## TASK ITEM
Because the material must be preserved as it stands, copy every line exactly.

## DATA FOR THE TASK
= Beginning of Section =
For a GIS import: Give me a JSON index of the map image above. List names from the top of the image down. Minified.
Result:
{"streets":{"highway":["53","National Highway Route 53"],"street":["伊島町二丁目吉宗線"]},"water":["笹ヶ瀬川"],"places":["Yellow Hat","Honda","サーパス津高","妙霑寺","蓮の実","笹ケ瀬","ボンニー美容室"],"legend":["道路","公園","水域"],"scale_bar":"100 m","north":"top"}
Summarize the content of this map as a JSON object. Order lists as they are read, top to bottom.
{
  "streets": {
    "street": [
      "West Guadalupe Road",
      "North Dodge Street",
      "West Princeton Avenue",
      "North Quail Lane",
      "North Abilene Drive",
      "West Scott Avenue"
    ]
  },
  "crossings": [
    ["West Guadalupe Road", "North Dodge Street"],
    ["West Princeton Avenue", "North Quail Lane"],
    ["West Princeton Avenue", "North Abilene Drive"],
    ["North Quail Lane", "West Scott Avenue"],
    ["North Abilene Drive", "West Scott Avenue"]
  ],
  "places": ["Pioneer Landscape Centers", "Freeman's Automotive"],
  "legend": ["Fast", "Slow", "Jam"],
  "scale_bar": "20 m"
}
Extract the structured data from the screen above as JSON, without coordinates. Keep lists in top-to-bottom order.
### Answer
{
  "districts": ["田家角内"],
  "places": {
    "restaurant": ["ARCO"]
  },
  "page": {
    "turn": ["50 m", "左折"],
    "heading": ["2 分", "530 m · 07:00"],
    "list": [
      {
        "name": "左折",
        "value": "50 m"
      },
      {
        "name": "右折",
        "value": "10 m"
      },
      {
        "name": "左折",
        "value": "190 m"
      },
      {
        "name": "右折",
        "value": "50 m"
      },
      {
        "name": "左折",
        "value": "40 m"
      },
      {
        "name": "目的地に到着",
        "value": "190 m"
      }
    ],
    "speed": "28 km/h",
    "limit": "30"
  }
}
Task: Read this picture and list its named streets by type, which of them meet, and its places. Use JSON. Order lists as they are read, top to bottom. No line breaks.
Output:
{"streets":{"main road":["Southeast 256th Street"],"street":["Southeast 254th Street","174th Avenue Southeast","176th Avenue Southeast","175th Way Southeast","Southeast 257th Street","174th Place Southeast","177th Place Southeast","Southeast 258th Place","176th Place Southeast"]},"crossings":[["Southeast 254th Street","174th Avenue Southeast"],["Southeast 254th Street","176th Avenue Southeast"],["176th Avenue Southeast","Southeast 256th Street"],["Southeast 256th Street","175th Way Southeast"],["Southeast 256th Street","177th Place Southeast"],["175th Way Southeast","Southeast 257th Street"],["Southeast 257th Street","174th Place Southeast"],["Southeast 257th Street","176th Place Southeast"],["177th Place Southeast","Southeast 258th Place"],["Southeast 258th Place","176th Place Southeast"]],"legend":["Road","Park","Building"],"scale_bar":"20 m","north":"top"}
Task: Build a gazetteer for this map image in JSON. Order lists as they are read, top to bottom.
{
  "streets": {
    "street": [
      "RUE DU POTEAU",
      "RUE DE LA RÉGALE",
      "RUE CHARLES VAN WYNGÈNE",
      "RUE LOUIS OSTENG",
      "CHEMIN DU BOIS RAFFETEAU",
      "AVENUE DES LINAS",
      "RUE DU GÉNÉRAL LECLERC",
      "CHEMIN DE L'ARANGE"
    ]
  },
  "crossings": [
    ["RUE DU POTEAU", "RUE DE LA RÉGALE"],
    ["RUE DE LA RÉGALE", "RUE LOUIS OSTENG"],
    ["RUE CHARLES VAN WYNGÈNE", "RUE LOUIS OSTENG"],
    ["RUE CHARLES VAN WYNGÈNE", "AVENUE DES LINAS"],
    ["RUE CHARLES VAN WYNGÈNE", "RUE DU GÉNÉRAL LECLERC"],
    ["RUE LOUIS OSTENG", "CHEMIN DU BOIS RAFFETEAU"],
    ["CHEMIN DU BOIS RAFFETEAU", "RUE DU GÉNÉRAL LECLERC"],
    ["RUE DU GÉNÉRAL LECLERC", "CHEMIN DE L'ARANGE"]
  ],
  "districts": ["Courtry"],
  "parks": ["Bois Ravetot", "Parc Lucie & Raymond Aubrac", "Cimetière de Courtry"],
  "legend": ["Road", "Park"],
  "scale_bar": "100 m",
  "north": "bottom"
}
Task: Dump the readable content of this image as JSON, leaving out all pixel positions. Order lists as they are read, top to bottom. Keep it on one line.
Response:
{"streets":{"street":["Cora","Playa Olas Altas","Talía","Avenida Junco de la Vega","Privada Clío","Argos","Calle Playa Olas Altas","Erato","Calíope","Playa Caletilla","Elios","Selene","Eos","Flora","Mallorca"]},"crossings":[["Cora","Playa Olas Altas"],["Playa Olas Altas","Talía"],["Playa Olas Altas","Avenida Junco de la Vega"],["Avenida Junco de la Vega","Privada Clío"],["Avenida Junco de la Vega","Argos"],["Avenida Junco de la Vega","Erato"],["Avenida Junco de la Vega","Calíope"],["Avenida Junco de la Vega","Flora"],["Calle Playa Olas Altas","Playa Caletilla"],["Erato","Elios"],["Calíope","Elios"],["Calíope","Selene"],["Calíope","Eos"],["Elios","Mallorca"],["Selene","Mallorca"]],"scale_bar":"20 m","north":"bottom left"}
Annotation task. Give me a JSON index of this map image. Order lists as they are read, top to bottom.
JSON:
= End of Section =
## ANSWER TO THE PROBLEM
For a GIS import: Give me a JSON index of the map image above. List names from the top of the image down. Minified.
Result:
{"streets":{"highway":["53","National Highway Route 53"],"street":["伊島町二丁目吉宗線"]},"water":["笹ヶ瀬川"],"places":["Yellow Hat","Honda","サーパス津高","妙霑寺","蓮の実","笹ケ瀬","ボンニー美容室"],"legend":["道路","公園","水域"],"scale_bar":"100 m","north":"top"}
Summarize the content of this map as a JSON object. Order lists as they are read, top to bottom.
{
  "streets": {
    "street": [
      "West Guadalupe Road",
      "North Dodge Street",
      "West Princeton Avenue",
      "North Quail Lane",
      "North Abilene Drive",
      "West Scott Avenue"
    ]
  },
  "crossings": [
    ["West Guadalupe Road", "North Dodge Street"],
    ["West Princeton Avenue", "North Quail Lane"],
    ["West Princeton Avenue", "North Abilene Drive"],
    ["North Quail Lane", "West Scott Avenue"],
    ["North Abilene Drive", "West Scott Avenue"]
  ],
  "places": ["Pioneer Landscape Centers", "Freeman's Automotive"],
  "legend": ["Fast", "Slow", "Jam"],
  "scale_bar": "20 m"
}
Extract the structured data from the screen above as JSON, without coordinates. Keep lists in top-to-bottom order.
### Answer
{
  "districts": ["田家角内"],
  "places": {
    "restaurant": ["ARCO"]
  },
  "page": {
    "turn": ["50 m", "左折"],
    "heading": ["2 分", "530 m · 07:00"],
    "list": [
      {
        "name": "左折",
        "value": "50 m"
      },
      {
        "name": "右折",
        "value": "10 m"
      },
      {
        "name": "左折",
        "value": "190 m"
      },
      {
        "name": "右折",
        "value": "50 m"
      },
      {
        "name": "左折",
        "value": "40 m"
      },
      {
        "name": "目的地に到着",
        "value": "190 m"
      }
    ],
    "speed": "28 km/h",
    "limit": "30"
  }
}
Task: Read this picture and list its named streets by type, which of them meet, and its places. Use JSON. Order lists as they are read, top to bottom. No line breaks.
Output:
{"streets":{"main road":["Southeast 256th Street"],"street":["Southeast 254th Street","174th Avenue Southeast","176th Avenue Southeast","175th Way Southeast","Southeast 257th Street","174th Place Southeast","177th Place Southeast","Southeast 258th Place","176th Place Southeast"]},"crossings":[["Southeast 254th Street","174th Avenue Southeast"],["Southeast 254th Street","176th Avenue Southeast"],["176th Avenue Southeast","Southeast 256th Street"],["Southeast 256th Street","175th Way Southeast"],["Southeast 256th Street","177th Place Southeast"],["175th Way Southeast","Southeast 257th Street"],["Southeast 257th Street","174th Place Southeast"],["Southeast 257th Street","176th Place Southeast"],["177th Place Southeast","Southeast 258th Place"],["Southeast 258th Place","176th Place Southeast"]],"legend":["Road","Park","Building"],"scale_bar":"20 m","north":"top"}
Task: Build a gazetteer for this map image in JSON. Order lists as they are read, top to bottom.
{
  "streets": {
    "street": [
      "RUE DU POTEAU",
      "RUE DE LA RÉGALE",
      "RUE CHARLES VAN WYNGÈNE",
      "RUE LOUIS OSTENG",
      "CHEMIN DU BOIS RAFFETEAU",
      "AVENUE DES LINAS",
      "RUE DU GÉNÉRAL LECLERC",
      "CHEMIN DE L'ARANGE"
    ]
  },
  "crossings": [
    ["RUE DU POTEAU", "RUE DE LA RÉGALE"],
    ["RUE DE LA RÉGALE", "RUE LOUIS OSTENG"],
    ["RUE CHARLES VAN WYNGÈNE", "RUE LOUIS OSTENG"],
    ["RUE CHARLES VAN WYNGÈNE", "AVENUE DES LINAS"],
    ["RUE CHARLES VAN WYNGÈNE", "RUE DU GÉNÉRAL LECLERC"],
    ["RUE LOUIS OSTENG", "CHEMIN DU BOIS RAFFETEAU"],
    ["CHEMIN DU BOIS RAFFETEAU", "RUE DU GÉNÉRAL LECLERC"],
    ["RUE DU GÉNÉRAL LECLERC", "CHEMIN DE L'ARANGE"]
  ],
  "districts": ["Courtry"],
  "parks": ["Bois Ravetot", "Parc Lucie & Raymond Aubrac", "Cimetière de Courtry"],
  "legend": ["Road", "Park"],
  "scale_bar": "100 m",
  "north": "bottom"
}
Task: Dump the readable content of this image as JSON, leaving out all pixel positions. Order lists as they are read, top to bottom. Keep it on one line.
Response:
{"streets":{"street":["Cora","Playa Olas Altas","Talía","Avenida Junco de la Vega","Privada Clío","Argos","Calle Playa Olas Altas","Erato","Calíope","Playa Caletilla","Elios","Selene","Eos","Flora","Mallorca"]},"crossings":[["Cora","Playa Olas Altas"],["Playa Olas Altas","Talía"],["Playa Olas Altas","Avenida Junco de la Vega"],["Avenida Junco de la Vega","Privada Clío"],["Avenida Junco de la Vega","Argos"],["Avenida Junco de la Vega","Erato"],["Avenida Junco de la Vega","Calíope"],["Avenida Junco de la Vega","Flora"],["Calle Playa Olas Altas","Playa Caletilla"],["Erato","Elios"],["Calíope","Elios"],["Calíope","Selene"],["Calíope","Eos"],["Elios","Mallorca"],["Selene","Mallorca"]],"scale_bar":"20 m","north":"bottom left"}
Annotation task. Give me a JSON index of this map image. Order lists as they are read, top to bottom.
JSON:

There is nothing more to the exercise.